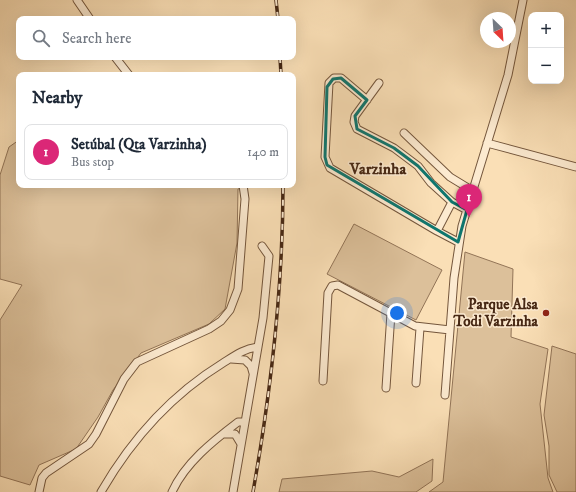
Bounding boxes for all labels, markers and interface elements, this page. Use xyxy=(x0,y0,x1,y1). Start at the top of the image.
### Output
north arrow xyxy=(480,12,516,48)
map controls xyxy=(528,12,564,84)
button: + xyxy=(528,12,564,48)
search box xyxy=(16,16,296,60)
icon: search xyxy=(30,27,52,49)
text: Search here xyxy=(62,29,131,48)
button: − xyxy=(528,48,564,84)
text: Nearby xyxy=(32,87,82,109)
text: Setúbal (Qta Varzinha) xyxy=(71,135,207,154)
text: 1 xyxy=(44,144,48,160)
text: 140 m xyxy=(247,144,279,160)
text: Bus stop xyxy=(71,154,114,170)
district label: Varzinha xyxy=(349,159,407,179)
pin: 1 xyxy=(456,184,482,217)
place label: Parque Alsa Todi Varzinha xyxy=(452,295,539,331)
your location xyxy=(387,303,407,323)
marker: Parque Alsa Todi Varzinha xyxy=(541,308,551,318)

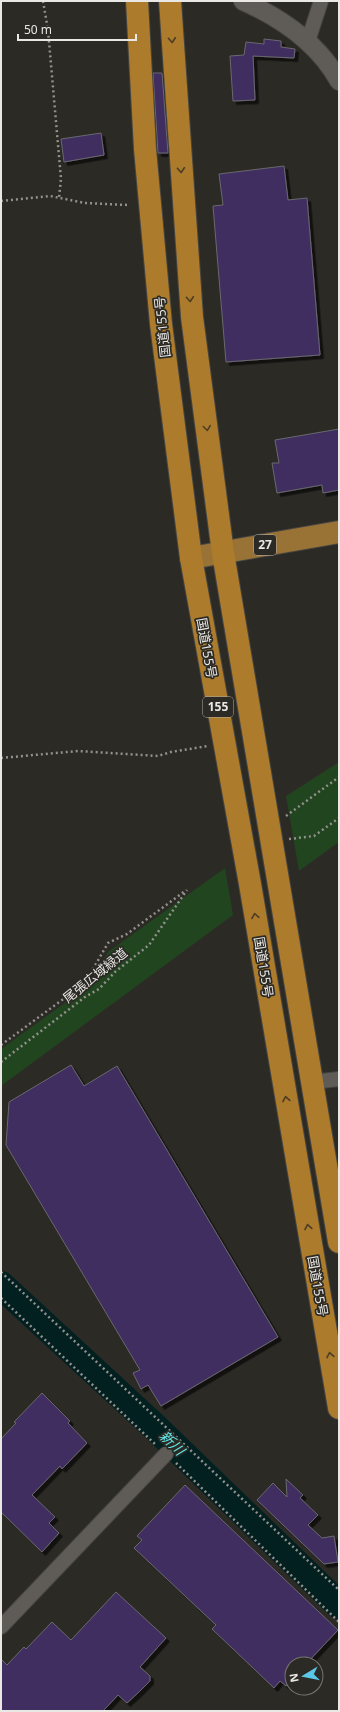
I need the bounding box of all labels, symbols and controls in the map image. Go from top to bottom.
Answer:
scale bar [18,16,136,42]
text: 50 m [24,21,52,38]
one-way arrow [168,37,177,43]
one-way arrow [176,167,185,173]
street label: 国道155号 [150,296,174,358]
one-way arrow [186,296,195,302]
one-way arrow [202,425,211,431]
road number: 27 [254,535,276,555]
street label: 国道155号 [193,616,221,680]
road number: 155 [203,697,233,717]
one-way arrow [251,913,260,919]
street label: 国道155号 [250,935,278,999]
street label: 尾張広域緑道 [59,943,131,1007]
one-way arrow [282,1096,291,1102]
one-way arrow [304,1224,313,1230]
street label: 国道155号 [304,1254,332,1318]
one-way arrow [326,1352,335,1358]
water label: 新川 [156,1426,190,1461]
north arrow [284,1656,324,1696]
text: N [285,1672,302,1684]

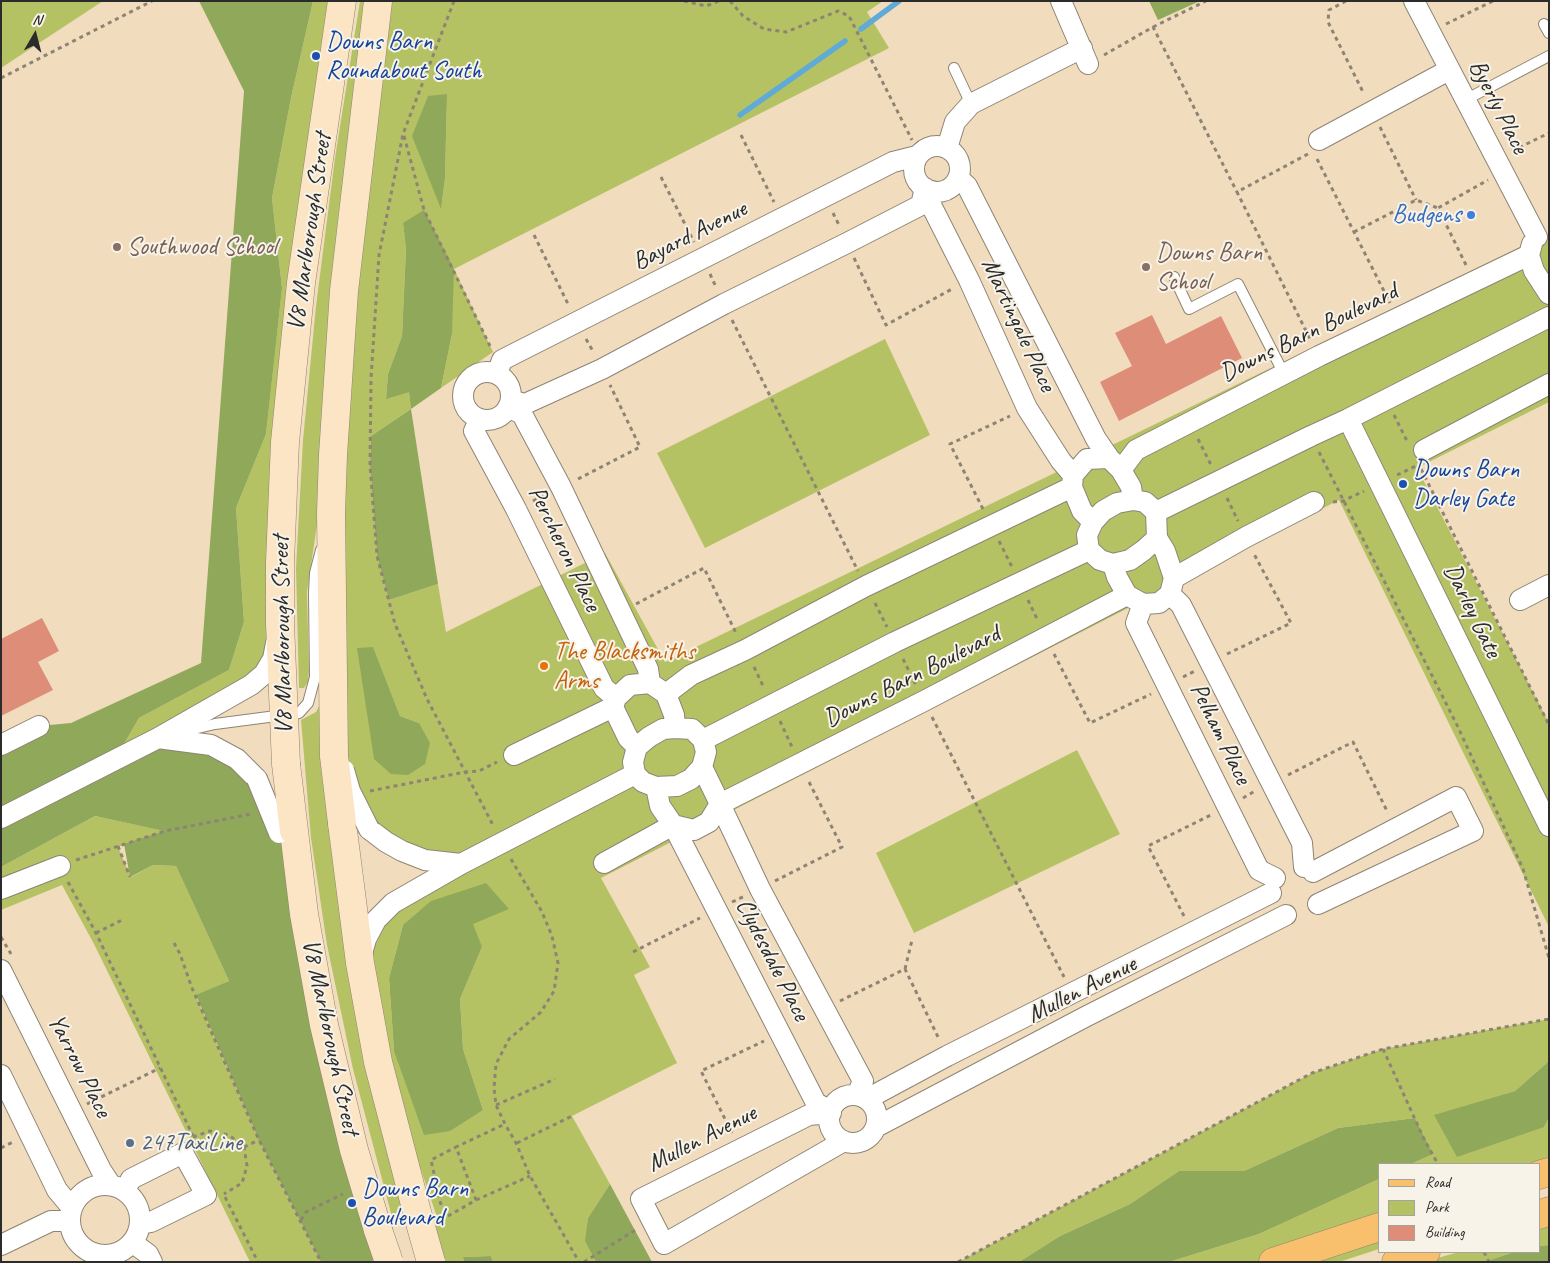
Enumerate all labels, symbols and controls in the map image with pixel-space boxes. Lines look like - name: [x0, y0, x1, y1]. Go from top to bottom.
- north arrow: [10, 10, 60, 60]
- text: N: [32, 11, 43, 29]
- place label: Downs Barn Roundabout South: [326, 27, 481, 86]
- marker: Downs Barn Roundabout South: [310, 50, 322, 62]
- street label: Byerly Place: [1462, 55, 1534, 159]
- street label: V8 Marlborough Street: [281, 131, 339, 333]
- street label: Bayard Avenue: [628, 194, 752, 278]
- place label: Budgens: [1392, 200, 1461, 230]
- marker: Budgens: [1465, 209, 1477, 221]
- place label: Southwood School: [127, 232, 277, 262]
- place label: Downs Barn School: [1156, 238, 1262, 297]
- marker: Southwood School: [111, 241, 123, 253]
- street label: Martingale Place: [974, 254, 1062, 396]
- marker: Downs Barn School: [1140, 261, 1152, 273]
- street label: Downs Barn Boulevard: [1215, 277, 1403, 389]
- place label: Downs Barn Darley Gate: [1413, 455, 1519, 514]
- marker: Downs Barn Darley Gate: [1397, 478, 1409, 490]
- street label: Percheron Place: [521, 482, 607, 616]
- street label: V8 Marlborough Street: [266, 535, 300, 735]
- street label: Darley Gate: [1436, 559, 1508, 663]
- street label: Downs Barn Boulevard: [819, 620, 1005, 734]
- place label: The Blacksmiths Arms: [554, 637, 695, 696]
- marker: The Blacksmiths Arms: [538, 660, 550, 672]
- street label: Pelham Place: [1183, 678, 1257, 790]
- street label: Clydesdale Place: [728, 894, 816, 1026]
- street label: V8 Marlborough Street: [295, 936, 365, 1138]
- street label: Mullen Avenue: [1022, 950, 1142, 1030]
- street label: Yarrow Place: [40, 1010, 118, 1122]
- street label: Mullen Avenue: [642, 1099, 762, 1179]
- place label: 247TaxiLine: [140, 1128, 242, 1158]
- marker: 247TaxiLine: [124, 1137, 136, 1149]
- legend: [1378, 1163, 1540, 1253]
- text: Road: [1425, 1173, 1450, 1192]
- place label: Downs Barn Boulevard: [362, 1174, 468, 1233]
- marker: Downs Barn Boulevard: [346, 1197, 358, 1209]
- text: Park: [1425, 1198, 1449, 1217]
- text: Building: [1425, 1223, 1464, 1242]

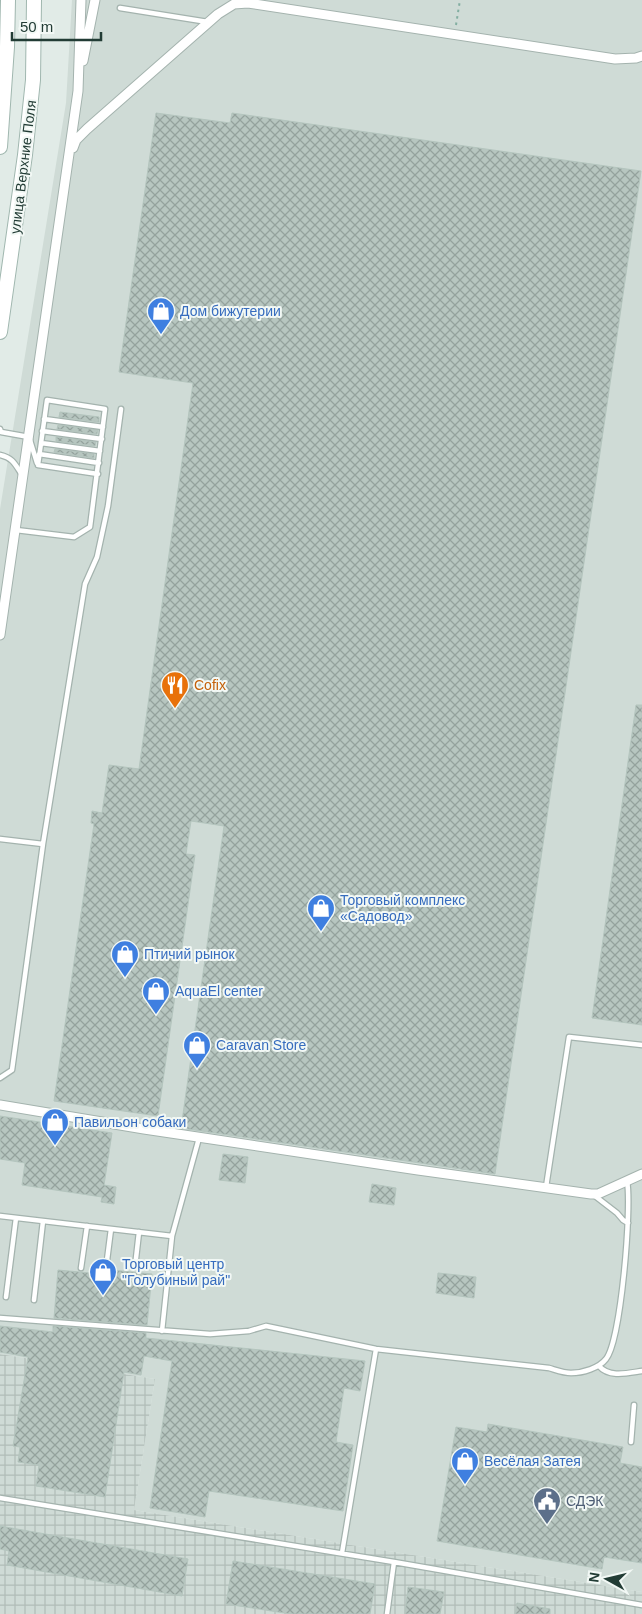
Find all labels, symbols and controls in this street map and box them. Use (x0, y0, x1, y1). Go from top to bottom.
scale bar (12, 10, 101, 42)
text: 50 m (20, 18, 53, 35)
street label: улица Верхние Поля (7, 99, 39, 235)
shop icon: Дом бижутерии (146, 296, 176, 335)
place label: Дом бижутерии (180, 303, 281, 319)
restaurant icon: Cofix (160, 670, 190, 709)
place label: Cofix (194, 677, 226, 693)
place label: Торговый комплекс «Садовод» (340, 892, 465, 924)
shop icon: Торговый комплекс «Садовод» (306, 893, 336, 932)
shop icon: Птичий рынок (110, 939, 140, 978)
place label: Птичий рынок (144, 946, 235, 962)
shop icon: AquaEl center (141, 976, 171, 1015)
place label: AquaEl center (175, 983, 263, 999)
shop icon: Caravan Store (182, 1030, 212, 1069)
place label: Caravan Store (216, 1037, 306, 1053)
shop icon: Павильон собаки (40, 1107, 70, 1146)
place label: Павильон собаки (74, 1114, 186, 1130)
place label: Торговый центр "Голубиный рай" (122, 1256, 230, 1288)
shop icon: Торговый центр "Голубиный рай" (88, 1257, 118, 1296)
shop icon: Весёлая Затея (450, 1446, 480, 1485)
place label: Весёлая Затея (484, 1453, 581, 1469)
public building icon: СДЭК (532, 1486, 562, 1525)
place label: СДЭК (566, 1493, 604, 1509)
north arrow (582, 1554, 632, 1604)
text: N (585, 1571, 603, 1583)

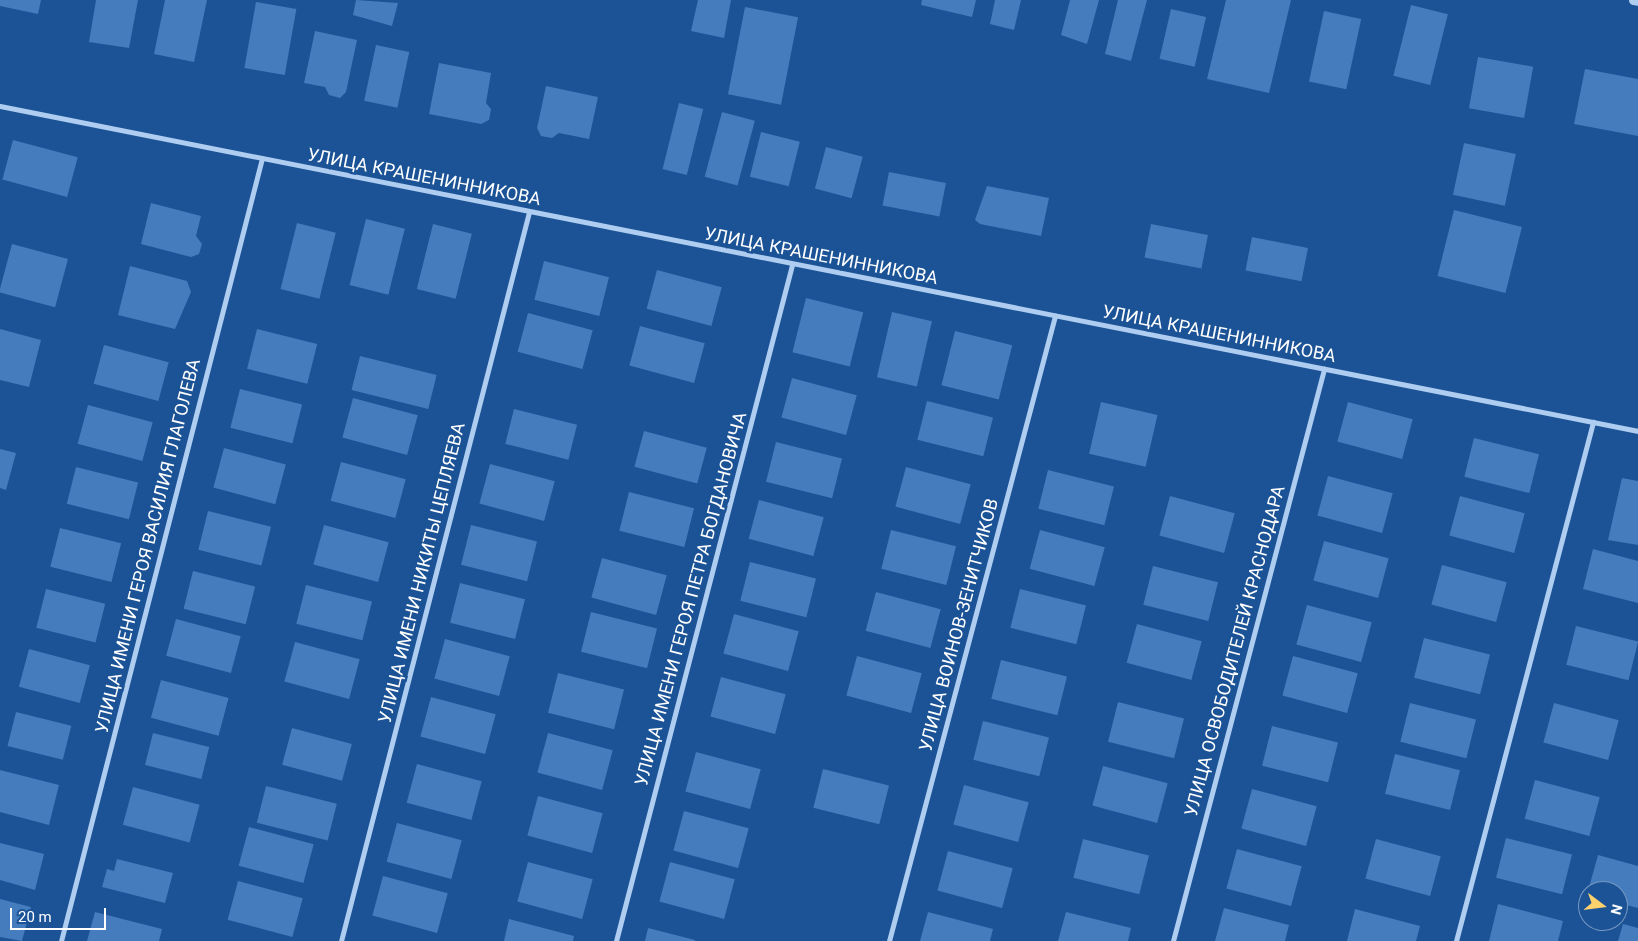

__Exercise aim__: In the material above, which lines contain "Gate"? Copy each of them.

__Response for this exercise__:
- place label: Downs Barn Darley Gate: [1413, 455, 1519, 514]
- marker: Downs Barn Darley Gate: [1397, 478, 1409, 490]
- street label: Darley Gate: [1436, 559, 1508, 663]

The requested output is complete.